Leider geht aus dem Text nicht hervor, ob bei der Veranstaltung die völlig merkwürdige Variante des Gedichtes zitiert wurde, die auf sehr vielen Internetseiten kursiert und es sogar in die „Berliner Zeitung“ und den „Freitag“ geschafft hat. Denn diese Variante besteht nur in ihren ersten beiden Strophen aus dem Gedicht „Die freie Wirtschaft“, das am 4. März 1930 in der „Weltbühne“ erschien. Der Rest stammt aus dem Gedicht „Eine Frage“, erstmals am 27. Januar 1931 in der „Weltbühne“ veröffentlicht. Bei so viel Dreistigkeit in Sachen Textverstümmelung muss man fast dankbar dafür sein, dass dieser Anhang überhaupt aus Tucholskys Werk übernommen wurde.

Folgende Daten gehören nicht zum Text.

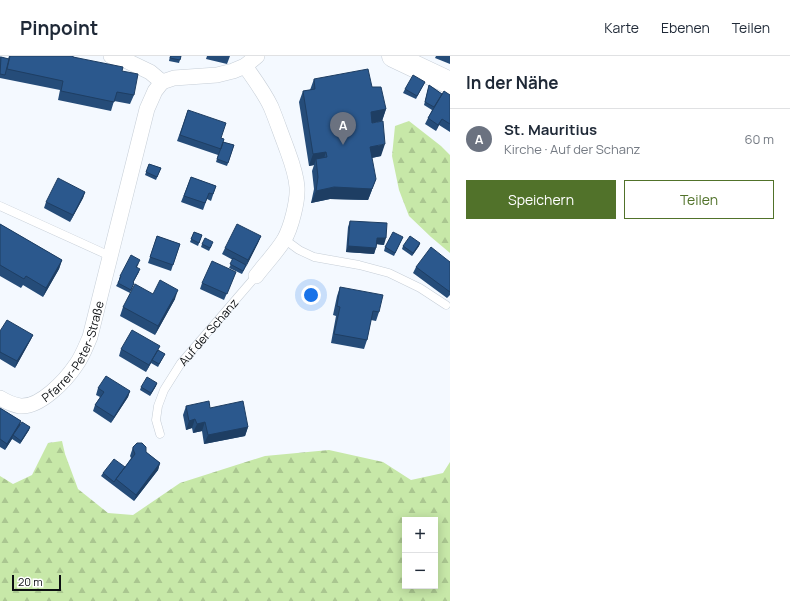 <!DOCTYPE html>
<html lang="de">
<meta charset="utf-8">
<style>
body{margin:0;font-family:Manrope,sans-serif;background:#f2f2f3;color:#1f2937}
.controls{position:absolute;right:12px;bottom:12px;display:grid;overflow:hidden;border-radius:0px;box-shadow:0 2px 10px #0003}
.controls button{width:36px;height:36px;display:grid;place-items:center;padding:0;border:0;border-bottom:1px solid #e0e1e3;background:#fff;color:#1f2937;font:20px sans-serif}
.scale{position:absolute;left:12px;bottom:10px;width:49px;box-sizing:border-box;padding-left:4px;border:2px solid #0c0f12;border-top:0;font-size:11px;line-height:14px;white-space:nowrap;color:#0c0f12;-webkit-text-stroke:3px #fff;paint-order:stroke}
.you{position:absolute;left:311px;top:239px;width:14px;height:14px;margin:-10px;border:3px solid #fff;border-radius:50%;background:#1a73e8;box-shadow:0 0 0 6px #1a73e833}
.badge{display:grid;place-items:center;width:26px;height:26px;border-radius:50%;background:#51722a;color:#fff;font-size:13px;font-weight:700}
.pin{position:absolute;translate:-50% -33px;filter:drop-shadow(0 1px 2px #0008)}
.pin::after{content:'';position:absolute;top:21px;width:14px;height:12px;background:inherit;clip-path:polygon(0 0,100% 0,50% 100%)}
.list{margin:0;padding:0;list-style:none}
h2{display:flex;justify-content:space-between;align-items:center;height:52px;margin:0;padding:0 16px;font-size:17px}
h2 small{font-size:13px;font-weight:400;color:#747a83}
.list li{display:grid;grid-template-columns:26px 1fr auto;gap:12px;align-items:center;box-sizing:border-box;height:60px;padding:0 16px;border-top:1px solid #e0e1e3}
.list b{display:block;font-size:15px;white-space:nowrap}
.list p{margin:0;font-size:13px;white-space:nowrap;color:#747a83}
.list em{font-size:13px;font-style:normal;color:#747a83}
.actions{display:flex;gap:8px;padding:12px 16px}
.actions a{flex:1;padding:9px 0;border:1px solid #51722a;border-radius:0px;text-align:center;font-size:14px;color:#51722a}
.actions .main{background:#51722a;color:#fff}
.map{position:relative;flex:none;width:450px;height:545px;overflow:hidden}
header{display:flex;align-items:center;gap:24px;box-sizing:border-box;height:56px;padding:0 20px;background:#fff;border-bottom:1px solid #e0e1e3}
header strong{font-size:19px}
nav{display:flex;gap:22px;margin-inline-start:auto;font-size:14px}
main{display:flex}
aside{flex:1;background:#fff}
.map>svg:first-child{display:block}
.forest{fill:url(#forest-firs);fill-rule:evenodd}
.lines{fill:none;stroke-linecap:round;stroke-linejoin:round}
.service-casing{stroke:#c6ced7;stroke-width:9}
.minor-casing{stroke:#c6ced7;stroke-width:16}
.secondary-casing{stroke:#c6ced7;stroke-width:23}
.service{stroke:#fff;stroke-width:8}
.minor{stroke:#fff;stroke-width:15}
.secondary{stroke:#fff;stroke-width:22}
.wall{fill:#254c79}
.shaded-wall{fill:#1e3e63}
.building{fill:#2b588d;stroke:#1e3e63}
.labels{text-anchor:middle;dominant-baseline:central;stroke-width:4;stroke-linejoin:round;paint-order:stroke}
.street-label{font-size:12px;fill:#0c0f12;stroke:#fff}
</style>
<header>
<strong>Pinpoint</strong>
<nav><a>Karte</a><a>Ebenen</a><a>Teilen</a></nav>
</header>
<main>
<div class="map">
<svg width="450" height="545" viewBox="0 0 450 545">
<defs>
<pattern id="forest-firs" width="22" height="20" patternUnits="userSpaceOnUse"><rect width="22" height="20" fill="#c7e8a8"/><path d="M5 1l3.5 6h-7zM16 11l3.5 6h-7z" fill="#aac690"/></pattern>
</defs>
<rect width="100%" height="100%" fill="#f4f9ff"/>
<path class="forest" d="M 409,65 L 441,90 L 450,99 L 450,197 L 431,181 L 409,160 L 399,134 L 392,100 L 395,70 Z
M 62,385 L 65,398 L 78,433 L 108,457 L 133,459 L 180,427 L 265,400 L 329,394 L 383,406 L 411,424 L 443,417 L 450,406 L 450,545 L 0,545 L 0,420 L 13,428 L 32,419 L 48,387 ZM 405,464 L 435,464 L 435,530 L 405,530 Z"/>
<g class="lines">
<g class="service-casing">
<g id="service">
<path d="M 0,150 L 110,200"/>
<path d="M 284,183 L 299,194 L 314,201 L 359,209 L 389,217 L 420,232 L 446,249"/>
<path id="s1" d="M 160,378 L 156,364 L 158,350 L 164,334 L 181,307 L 256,220"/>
</g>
</g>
<g class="minor-casing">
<g id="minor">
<path d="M 111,0 L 127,5 L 150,16 L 162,26"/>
<path d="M 245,10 C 254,23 264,36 271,51 C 276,63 280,75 285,88 C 290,102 296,116 297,131 C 298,145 291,172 284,184 C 276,197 265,208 256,220"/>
<path d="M 162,26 L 174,22 L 217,19 L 233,15 L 245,10 L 257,0"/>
<path id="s2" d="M 0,342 C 5,345 14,349 20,350 C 40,352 66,324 76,309 C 82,301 86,290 90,281 L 147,53 L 155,35 L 162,26"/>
</g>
</g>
<g class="secondary-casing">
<path id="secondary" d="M 393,0 L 450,27"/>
</g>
<use href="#service" class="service"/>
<use href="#minor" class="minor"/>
<use href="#secondary" class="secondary"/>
</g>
<path class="wall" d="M 0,0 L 1,1 L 8,3 L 9,0 L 73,0 L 73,1 L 122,15 L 134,39 L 130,48 L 114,45 L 111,55 L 58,44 L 60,34 L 0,22 Z
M 170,0 L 181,0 L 179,7 L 169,5 Z
M 207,0 L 230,0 L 227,8 L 206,3 Z
M 436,0 L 450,0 L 450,8 L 435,2 Z
M 314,23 L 372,31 L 386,53 L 382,65 L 372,67 L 381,100 L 372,102 L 372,134 L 368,144 L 330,143 L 311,147 L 314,133 L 312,115 L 314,109 L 309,110 L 299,46 L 303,35 L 310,34 Z
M 425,26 L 416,43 L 403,37 L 405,33 Z
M 429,29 L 442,38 L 450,39 L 450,76 L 439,69 L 436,75 L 425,68 L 432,54 L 424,49 Z
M 188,54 L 221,82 L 223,86 L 234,89 L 227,110 L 216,106 L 218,99 L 177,85 Z
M 149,108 L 161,112 L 156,124 L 145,119 Z
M 191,121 L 216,130 L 211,145 L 207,143 L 203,154 L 181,146 Z
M 85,136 L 83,142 L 70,166 L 44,152 L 46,146 Z
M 350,165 L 384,189 L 377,188 L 374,198 L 346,196 L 348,171 Z
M 0,168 L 62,204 L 59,213 L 43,241 L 23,229 L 21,232 L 0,220 Z
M 194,176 L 202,179 L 198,190 L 190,186 Z
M 157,180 L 180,188 L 171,215 L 148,207 Z
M 261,180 L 258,187 L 242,218 L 229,212 L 233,204 L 222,198 L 225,192 Z
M 403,181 L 394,200 L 384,195 L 385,191 Z
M 420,187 L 419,190 L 412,200 L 402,193 L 403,190 Z
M 202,188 L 212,189 L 209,195 L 201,191 Z
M 450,206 L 450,239 L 447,242 L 413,217 L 416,211 Z
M 139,207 L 137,211 L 139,216 L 133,227 L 134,227 L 130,237 L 116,230 L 120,223 L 119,223 L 120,220 Z
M 236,216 L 224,244 L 200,233 L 202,227 Z
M 340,231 L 379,256 L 376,265 L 371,264 L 367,284 L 364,293 L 331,287 L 336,260 L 333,259 L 337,240 Z
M 153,238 L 175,243 L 155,279 L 120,260 L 123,251 Z
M 0,275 L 33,279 L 30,285 L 15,312 L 0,303 Z
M 121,293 L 158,294 L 165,298 L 158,311 L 151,307 L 146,316 L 119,300 Z
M 157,327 L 156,330 L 150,340 L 140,334 L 141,331 Z
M 98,332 L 130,335 L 128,341 L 111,367 L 93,355 L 95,349 L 100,341 L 96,339 Z
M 186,350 L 210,352 L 248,371 L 245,380 L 204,388 L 202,375 L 193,377 L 192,372 L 186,374 L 183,359 Z
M 0,352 L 21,365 L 20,369 L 30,371 L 29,374 L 20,388 L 12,383 L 5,394 L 0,391 Z
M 133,391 L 146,396 L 160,407 L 158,414 L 134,445 L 101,420 L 103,417 L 125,411 L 131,402 L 130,400 Z"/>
<path class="shaded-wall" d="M 386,53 L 382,65 L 367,68 L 371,56 Z
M 442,63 L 436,75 L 438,69 Z
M 385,88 L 381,100 L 366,103 L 370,91 Z
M 326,96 L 322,108 L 316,103 L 314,109 L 309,110 L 313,98 Z
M 376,123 L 368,144 L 330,143 L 311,147 L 316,135 Z
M 85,136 L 83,142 L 70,166 L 73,159 Z
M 261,180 L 258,187 L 246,211 L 248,204 Z
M 377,182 L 386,182 L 384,189 L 375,188 Z
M 420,187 L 419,190 L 412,200 L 413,197 Z
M 348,190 L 376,192 L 374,198 L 346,196 Z
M 62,204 L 59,213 L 43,241 L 46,232 Z
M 178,234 L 175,243 L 155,279 L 158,270 Z
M 33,279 L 30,285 L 15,312 L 17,305 Z
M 160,290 L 157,296 L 152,304 L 151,307 L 146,316 L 149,309 Z
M 157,327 L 156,330 L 150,340 L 151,337 Z
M 130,335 L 128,341 L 111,367 L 114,361 Z
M 195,363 L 192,372 L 186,374 L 189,365 Z
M 21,365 L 19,372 L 13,379 L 12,383 L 5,394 L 7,388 Z
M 205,366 L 202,375 L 193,377 L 197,368 Z
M 30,371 L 29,374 L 20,388 L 21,385 Z
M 248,371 L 245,380 L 204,388 L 208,379 Z
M 160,407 L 158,414 L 134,445 L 136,439 Z"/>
<path class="building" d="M 10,0 L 73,0 L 73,1 L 123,11 L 122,15 L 138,18 L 134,39 L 117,36 L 114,46 L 61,35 L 63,25 L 7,13 Z
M 171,0 L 181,0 L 180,4 L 170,2 Z
M 1,1 L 9,3 L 5,19 L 0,18 Z
M 368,13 L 372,31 L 381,31 L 386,53 L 371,56 L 372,67 L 383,65 L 385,88 L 370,91 L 376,123 L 372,133 L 334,131 L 316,135 L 318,121 L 316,103 L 327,101 L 326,96 L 313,98 L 303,35 L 315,33 L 314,23 Z
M 413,19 L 425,26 L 417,40 L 405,33 Z
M 429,29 L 442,38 L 434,51 L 425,46 Z
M 444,35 L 450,39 L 450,68 L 442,63 L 438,69 L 428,62 Z
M 188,54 L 226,67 L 221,82 L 224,83 L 221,93 L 180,79 Z
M 223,86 L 234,89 L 228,107 L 217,103 Z
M 149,108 L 161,112 L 157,121 L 146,116 Z
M 191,121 L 216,130 L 213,138 L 209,137 L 205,147 L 184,140 Z
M 58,122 L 85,136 L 73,159 L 46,146 Z
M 350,165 L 387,167 L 386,182 L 377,182 L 376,192 L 348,190 Z
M 0,168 L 62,204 L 46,232 L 26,220 L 24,223 L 0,209 Z
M 237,168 L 261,180 L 248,204 L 225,192 Z
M 194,176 L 202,179 L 199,187 L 191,183 Z
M 393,176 L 403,181 L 395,197 L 385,191 Z
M 157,180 L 180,188 L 173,209 L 150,201 Z
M 410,180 L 420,187 L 413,197 L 403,190 Z
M 205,182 L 213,186 L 210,192 L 202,188 Z
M 431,191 L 450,206 L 450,236 L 416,211 Z
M 131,199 L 140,204 L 136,211 L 140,213 L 133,226 L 134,227 L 131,234 L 118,227 L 121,220 L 120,220 Z
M 233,202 L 246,209 L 243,215 L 230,208 Z
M 212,205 L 236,216 L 227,238 L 202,227 Z
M 160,224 L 178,234 L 158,270 L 123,251 L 135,228 L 153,238 Z
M 340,231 L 383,239 L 379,256 L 373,255 L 367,284 L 334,278 L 340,251 L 337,250 Z
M 7,264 L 33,279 L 17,305 L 0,296 L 0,275 Z
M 132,274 L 160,290 L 149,309 L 121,293 Z
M 158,294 L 165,298 L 159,308 L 152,304 Z
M 106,320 L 130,335 L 114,361 L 95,349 L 104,336 L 98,332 Z
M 147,321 L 157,327 L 151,337 L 141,331 Z
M 209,345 L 210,352 L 243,345 L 248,371 L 208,379 L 205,366 L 197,368 L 195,363 L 189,365 L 186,350 Z
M 0,352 L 21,365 L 7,388 L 0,383 Z
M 22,366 L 30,371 L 21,385 L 13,379 Z
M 137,387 L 142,387 L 146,391 L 146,396 L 160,407 L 136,439 L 116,423 L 135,398 L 133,393 L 133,391 Z
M 114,403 L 125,411 L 116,423 L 114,426 L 103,417 Z"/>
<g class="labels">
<g class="street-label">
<text stroke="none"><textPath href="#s1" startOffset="119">Auf der Schanz</textPath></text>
<text stroke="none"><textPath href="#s2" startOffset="104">Pfarrer-Peter-Straße</textPath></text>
</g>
</g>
</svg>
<div class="controls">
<button>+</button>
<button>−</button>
</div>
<div class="scale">20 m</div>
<div class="you"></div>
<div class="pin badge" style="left:343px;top:89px;background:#6b7280">A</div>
</div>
<aside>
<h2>In der Nähe<small></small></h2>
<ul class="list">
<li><span class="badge" style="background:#6b7280">A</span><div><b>St. Mauritius</b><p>Kirche · Auf der Schanz</p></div><em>60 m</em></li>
</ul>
<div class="actions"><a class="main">Speichern</a><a>Teilen</a></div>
</aside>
</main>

Aber irgendeinen Grund muss es wohl gegeben haben, das ganze Gedicht über die „freie Wirtschaft“ dem linken Spektrum von heute vorzuenthalten. Vielleicht die folgenden Verse:

Wir erobern die Macht, Schritt für Schritt.
Niemand stört uns. In guter Ruh
sehn Regierungssozialisten zu.

Damit hätte Tucholsky auf dem politischen Aschermittwoch der PDS sicherlich nicht einmal den zweitkleinsten Zuspruch bekommen.